Bill Plaschke: Mariano Rivera is great, but let's not overdo it
Then all hell broke loose.
Mariano Rivera, the New York Yankees legendary reliever, recorded his 602nd career save Monday afternoon against the Minnesota Twins to set baseball’s new career record, and suddenly he is Whitey Ford! Make that Lou Gehrig! Actually, no, he’s Babe Ruth!
The praise, which has been flying as furiously as his signature cut fastball, is also just as baffling.
Mariano Rivera is certainly the greatest relief pitcher ever, with a record 89% save percentage and the lowest career ERA (2.22) and WHIP (1.00) of all pitchers since the 1920s. He is also one of baseball’s greatest pressure players ever, with a record 0.71 postseason career ERA to accompany his record 42 postseason saves.
But one of the greatest pitchers or players ever? A guy whose records are comparable to those legendary marks held by Joe DiMaggio and Pete Rose? Have we completely lost our ability to count?
A baseball game is 27 outs. Over the span of the average career, a decent starting pitcher records 15 of those outs. The great ones record 18 outs.
Rivera has recorded an average of barely more than three outs, with 1,209 innings pitched in 1,039 games.
Put it another way: How can Mariano Rivera be Cy Young if he’s never even won a Cy Young Award?
Some of the furor over Rivera’s record can be attributed to geography. He plays for baseball’s marquee team in its biggest market, and no media are more parochial -– nice or nasty -– than the New York media. Some of the furor can be attributed to timing: Rivera has pitched on Yankees teams that have won five world championships. That postseason save record is cool but, well, how many other relievers have had as many postseason chances?
I remember the celebration in San Diego when Trevor Hoffman, whose 601 saves were eclipsed Monday, broke Lee Smith’s career record with his 479th save in 2006. His teammates mobbed him, his fans applauded him, and that was it. It was a nice mark by a nice player who, like Rivera, is considered an extremely nice guy.

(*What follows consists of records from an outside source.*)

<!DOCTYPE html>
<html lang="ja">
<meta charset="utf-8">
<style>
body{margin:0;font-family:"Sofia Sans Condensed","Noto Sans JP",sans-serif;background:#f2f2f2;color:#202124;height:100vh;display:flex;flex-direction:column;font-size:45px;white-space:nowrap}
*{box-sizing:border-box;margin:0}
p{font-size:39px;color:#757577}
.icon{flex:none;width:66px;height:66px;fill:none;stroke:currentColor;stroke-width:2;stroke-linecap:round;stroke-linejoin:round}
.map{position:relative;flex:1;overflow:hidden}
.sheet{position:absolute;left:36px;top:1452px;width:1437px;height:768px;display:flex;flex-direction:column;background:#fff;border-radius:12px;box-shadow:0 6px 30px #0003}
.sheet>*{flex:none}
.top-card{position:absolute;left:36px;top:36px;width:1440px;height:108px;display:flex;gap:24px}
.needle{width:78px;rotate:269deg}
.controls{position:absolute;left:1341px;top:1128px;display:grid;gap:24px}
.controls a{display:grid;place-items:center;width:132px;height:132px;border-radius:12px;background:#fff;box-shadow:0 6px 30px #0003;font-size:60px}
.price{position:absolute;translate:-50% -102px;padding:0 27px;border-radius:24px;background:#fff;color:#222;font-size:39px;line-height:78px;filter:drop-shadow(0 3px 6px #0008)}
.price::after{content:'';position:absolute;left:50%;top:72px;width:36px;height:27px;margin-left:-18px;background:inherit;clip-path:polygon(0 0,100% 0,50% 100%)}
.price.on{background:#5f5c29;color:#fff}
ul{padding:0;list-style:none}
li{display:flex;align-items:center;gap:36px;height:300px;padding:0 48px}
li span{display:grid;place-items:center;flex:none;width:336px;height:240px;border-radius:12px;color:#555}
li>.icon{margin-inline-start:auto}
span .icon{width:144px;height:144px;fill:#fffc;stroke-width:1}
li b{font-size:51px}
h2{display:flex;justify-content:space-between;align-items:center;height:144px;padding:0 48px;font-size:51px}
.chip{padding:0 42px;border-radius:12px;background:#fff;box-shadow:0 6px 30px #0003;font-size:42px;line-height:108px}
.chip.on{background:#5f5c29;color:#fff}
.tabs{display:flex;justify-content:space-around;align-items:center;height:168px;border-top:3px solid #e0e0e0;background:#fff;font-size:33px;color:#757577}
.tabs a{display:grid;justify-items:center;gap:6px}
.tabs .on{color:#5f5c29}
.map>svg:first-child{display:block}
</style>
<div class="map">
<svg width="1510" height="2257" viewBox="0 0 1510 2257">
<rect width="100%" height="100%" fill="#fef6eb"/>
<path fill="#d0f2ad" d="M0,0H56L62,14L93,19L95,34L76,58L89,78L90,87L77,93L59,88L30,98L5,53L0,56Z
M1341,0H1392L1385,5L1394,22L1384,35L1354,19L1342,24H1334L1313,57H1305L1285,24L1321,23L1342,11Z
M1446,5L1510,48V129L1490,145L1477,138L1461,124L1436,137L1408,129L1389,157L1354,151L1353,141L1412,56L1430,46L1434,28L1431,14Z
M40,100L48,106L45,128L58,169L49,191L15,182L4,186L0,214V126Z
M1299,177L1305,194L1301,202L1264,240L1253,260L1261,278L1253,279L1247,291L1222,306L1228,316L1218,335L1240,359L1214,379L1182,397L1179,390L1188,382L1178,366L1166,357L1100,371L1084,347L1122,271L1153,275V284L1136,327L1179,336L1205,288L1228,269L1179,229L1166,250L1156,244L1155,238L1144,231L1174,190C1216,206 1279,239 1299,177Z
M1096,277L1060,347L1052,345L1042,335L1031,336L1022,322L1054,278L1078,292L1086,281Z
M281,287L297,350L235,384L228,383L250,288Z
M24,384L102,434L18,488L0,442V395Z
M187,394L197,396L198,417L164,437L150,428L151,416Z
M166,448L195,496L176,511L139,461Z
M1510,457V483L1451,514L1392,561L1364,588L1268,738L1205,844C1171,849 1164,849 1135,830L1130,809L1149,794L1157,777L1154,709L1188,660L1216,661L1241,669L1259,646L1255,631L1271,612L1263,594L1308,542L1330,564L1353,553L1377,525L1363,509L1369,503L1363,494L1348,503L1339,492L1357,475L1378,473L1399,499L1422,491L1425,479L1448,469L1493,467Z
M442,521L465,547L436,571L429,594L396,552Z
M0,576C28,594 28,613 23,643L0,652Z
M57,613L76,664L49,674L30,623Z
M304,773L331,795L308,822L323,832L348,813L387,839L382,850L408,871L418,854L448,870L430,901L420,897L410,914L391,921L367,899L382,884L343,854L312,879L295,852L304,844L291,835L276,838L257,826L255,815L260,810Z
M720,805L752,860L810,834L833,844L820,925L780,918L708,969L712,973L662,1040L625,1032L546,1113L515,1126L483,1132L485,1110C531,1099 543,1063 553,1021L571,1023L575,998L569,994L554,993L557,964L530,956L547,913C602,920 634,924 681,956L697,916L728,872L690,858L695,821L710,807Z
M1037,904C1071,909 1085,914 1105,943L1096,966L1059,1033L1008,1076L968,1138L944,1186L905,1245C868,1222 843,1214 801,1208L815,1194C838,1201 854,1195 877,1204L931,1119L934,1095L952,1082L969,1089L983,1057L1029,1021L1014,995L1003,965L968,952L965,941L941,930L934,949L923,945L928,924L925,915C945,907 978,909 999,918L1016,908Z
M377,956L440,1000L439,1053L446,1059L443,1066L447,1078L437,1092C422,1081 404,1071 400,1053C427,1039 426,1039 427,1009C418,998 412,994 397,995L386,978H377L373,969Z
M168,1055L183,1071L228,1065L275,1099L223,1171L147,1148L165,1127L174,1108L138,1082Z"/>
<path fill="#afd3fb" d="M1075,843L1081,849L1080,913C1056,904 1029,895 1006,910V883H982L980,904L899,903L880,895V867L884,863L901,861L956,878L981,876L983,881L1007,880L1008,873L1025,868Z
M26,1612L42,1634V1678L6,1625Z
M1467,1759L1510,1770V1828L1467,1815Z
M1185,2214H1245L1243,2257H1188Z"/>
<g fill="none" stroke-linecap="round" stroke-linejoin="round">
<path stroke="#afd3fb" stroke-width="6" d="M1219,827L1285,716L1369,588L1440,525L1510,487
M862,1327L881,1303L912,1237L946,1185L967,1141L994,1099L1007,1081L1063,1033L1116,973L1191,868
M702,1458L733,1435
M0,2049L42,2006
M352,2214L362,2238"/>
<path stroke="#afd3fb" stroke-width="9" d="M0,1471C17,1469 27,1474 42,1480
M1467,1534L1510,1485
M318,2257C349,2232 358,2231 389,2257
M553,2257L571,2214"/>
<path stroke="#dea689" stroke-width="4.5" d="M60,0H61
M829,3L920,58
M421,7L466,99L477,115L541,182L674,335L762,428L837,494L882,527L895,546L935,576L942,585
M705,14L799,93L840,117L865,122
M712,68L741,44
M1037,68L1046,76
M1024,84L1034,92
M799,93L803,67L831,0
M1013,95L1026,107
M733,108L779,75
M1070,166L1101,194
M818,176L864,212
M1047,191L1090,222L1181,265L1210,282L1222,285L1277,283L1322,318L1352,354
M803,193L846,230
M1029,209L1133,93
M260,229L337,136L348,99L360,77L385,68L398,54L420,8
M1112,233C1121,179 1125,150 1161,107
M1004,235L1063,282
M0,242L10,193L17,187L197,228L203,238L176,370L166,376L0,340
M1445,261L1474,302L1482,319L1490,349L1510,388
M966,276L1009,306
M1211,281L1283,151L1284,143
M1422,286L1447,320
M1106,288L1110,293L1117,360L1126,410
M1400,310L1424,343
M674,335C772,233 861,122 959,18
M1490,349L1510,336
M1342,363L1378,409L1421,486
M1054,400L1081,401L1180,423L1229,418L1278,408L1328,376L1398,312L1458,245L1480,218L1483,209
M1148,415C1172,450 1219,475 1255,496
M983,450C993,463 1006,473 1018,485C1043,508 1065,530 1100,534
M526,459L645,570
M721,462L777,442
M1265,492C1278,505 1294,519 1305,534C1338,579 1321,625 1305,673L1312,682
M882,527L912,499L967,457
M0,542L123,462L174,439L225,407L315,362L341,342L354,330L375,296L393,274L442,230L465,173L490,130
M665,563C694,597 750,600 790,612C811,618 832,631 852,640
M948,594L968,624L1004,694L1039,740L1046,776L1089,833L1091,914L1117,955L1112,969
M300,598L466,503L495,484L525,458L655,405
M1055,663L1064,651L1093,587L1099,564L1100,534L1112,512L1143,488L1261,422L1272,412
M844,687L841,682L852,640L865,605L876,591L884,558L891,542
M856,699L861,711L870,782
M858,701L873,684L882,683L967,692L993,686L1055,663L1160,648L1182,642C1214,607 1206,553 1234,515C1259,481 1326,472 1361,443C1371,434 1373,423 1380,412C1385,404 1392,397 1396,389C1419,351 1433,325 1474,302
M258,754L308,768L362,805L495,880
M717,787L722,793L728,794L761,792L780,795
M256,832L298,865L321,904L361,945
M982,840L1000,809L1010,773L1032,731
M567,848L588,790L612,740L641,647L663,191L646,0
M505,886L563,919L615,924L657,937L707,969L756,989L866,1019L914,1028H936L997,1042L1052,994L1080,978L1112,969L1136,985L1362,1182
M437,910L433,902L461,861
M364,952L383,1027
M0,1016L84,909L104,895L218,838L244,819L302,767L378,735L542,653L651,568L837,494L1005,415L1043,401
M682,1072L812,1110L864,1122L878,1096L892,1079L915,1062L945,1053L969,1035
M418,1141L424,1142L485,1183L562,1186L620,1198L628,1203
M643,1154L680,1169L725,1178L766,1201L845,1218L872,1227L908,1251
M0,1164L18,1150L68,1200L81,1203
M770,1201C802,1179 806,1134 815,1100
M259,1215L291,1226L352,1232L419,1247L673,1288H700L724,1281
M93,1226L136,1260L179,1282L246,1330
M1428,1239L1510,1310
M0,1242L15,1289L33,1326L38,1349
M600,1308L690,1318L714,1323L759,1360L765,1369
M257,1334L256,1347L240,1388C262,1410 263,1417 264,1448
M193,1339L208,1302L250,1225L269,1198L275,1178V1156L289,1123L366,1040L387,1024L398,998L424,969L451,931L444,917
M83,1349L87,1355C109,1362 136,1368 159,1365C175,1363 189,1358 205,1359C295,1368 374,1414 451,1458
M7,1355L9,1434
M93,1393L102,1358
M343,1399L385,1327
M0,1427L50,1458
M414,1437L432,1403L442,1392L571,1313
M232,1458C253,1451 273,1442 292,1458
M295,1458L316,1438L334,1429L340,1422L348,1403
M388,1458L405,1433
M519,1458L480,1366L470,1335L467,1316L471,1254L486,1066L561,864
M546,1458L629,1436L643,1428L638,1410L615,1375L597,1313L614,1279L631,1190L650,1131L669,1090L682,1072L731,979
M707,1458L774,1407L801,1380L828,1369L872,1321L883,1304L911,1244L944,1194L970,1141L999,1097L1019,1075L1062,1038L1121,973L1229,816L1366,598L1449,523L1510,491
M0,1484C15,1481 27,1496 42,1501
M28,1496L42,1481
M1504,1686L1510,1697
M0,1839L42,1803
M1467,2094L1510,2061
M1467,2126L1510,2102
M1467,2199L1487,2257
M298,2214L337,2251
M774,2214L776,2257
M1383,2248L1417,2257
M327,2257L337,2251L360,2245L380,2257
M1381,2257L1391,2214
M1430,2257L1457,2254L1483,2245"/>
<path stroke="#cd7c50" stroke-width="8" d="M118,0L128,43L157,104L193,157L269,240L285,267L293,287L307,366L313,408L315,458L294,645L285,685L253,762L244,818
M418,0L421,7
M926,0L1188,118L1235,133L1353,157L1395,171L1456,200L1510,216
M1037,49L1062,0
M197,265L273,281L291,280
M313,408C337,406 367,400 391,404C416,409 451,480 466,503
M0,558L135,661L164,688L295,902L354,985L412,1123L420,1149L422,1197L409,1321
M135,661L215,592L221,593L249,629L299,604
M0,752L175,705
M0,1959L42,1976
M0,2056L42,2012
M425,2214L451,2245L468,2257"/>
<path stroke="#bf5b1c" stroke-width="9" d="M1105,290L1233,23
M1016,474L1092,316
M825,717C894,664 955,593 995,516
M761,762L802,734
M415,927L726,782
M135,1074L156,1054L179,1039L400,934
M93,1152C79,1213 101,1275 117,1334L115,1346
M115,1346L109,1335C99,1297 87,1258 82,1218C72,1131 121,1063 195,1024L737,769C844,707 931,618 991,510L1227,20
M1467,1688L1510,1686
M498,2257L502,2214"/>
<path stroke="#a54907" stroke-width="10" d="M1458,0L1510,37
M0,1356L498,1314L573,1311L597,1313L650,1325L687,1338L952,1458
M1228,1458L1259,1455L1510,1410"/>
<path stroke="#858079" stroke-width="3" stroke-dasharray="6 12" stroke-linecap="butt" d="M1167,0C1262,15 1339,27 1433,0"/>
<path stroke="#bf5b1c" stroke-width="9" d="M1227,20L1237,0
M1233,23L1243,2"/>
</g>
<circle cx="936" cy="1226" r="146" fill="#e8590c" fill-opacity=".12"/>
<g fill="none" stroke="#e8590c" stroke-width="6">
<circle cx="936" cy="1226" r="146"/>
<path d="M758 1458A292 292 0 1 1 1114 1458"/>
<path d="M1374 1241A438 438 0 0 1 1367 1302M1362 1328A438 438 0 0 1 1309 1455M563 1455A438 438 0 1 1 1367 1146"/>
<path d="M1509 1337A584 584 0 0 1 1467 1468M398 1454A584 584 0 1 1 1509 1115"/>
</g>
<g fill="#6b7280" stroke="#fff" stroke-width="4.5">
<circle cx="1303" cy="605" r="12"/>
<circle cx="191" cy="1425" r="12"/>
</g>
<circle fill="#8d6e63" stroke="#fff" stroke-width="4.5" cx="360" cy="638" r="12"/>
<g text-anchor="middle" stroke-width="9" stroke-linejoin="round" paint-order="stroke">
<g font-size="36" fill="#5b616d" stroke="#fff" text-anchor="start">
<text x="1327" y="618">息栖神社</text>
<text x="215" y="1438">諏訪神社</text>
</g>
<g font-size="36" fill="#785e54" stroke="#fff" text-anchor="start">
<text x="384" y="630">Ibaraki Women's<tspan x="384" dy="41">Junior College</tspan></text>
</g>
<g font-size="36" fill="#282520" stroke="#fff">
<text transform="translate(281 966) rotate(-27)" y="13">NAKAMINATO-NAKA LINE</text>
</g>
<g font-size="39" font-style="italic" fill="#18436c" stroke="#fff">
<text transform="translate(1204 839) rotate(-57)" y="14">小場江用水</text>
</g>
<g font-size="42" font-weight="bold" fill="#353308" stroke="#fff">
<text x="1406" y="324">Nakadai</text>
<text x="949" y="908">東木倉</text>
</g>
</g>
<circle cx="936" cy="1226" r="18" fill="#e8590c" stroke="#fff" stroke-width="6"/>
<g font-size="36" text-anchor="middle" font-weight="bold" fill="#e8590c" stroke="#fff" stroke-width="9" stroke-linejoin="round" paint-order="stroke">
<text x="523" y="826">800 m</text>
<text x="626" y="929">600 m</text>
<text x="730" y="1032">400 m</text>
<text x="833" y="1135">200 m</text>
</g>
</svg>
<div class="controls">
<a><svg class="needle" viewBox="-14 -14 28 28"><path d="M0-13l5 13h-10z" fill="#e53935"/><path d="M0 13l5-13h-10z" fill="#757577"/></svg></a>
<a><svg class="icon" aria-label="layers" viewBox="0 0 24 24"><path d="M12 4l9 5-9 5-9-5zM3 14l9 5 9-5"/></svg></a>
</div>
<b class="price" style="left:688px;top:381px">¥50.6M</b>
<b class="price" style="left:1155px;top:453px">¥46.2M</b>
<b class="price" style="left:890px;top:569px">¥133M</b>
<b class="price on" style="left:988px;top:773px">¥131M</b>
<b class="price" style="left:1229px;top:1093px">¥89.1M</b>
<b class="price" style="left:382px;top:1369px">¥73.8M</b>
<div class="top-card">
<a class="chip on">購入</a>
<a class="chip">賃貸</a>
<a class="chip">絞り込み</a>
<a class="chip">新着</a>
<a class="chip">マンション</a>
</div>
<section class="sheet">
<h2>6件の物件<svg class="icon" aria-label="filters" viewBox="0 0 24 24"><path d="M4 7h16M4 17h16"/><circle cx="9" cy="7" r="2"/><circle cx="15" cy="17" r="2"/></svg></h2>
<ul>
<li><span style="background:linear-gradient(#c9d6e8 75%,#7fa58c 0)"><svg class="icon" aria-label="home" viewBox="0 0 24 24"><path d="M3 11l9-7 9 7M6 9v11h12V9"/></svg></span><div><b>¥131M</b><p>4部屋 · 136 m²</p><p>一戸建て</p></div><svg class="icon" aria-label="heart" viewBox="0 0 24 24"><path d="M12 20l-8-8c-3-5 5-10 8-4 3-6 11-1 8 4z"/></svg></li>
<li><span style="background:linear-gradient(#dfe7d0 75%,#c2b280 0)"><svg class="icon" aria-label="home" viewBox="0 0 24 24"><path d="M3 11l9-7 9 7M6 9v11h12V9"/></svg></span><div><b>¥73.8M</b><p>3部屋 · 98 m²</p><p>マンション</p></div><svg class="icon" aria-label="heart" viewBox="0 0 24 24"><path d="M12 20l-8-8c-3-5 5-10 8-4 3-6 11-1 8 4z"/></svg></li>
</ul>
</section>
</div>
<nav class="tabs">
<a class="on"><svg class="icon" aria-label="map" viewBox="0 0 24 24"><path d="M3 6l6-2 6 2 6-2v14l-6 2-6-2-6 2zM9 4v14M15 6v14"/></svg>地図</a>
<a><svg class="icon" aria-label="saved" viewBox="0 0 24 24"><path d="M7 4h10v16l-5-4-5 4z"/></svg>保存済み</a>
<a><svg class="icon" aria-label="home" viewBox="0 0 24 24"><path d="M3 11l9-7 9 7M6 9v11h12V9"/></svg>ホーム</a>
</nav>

But nobody suddenly compared Hoffman to Randy Johnson. Nor should anyone compare Rivera to Greg Maddux or Pedro Martinez or even Curt Schilling. That’s like comparing innings to oranges. It just doesn’t compute.
After Rivera, 41, retires, he will certainly warrant first-ballot entry into baseball’s Hall of Fame. But once inside, he will join a small group, as the Hall of Fame has only five relievers among 68 pitchers.
You can’t fool history. Mariano Rivera is the greatest reliever ever, but it is wrong to classify him as one of the greatest of anything else.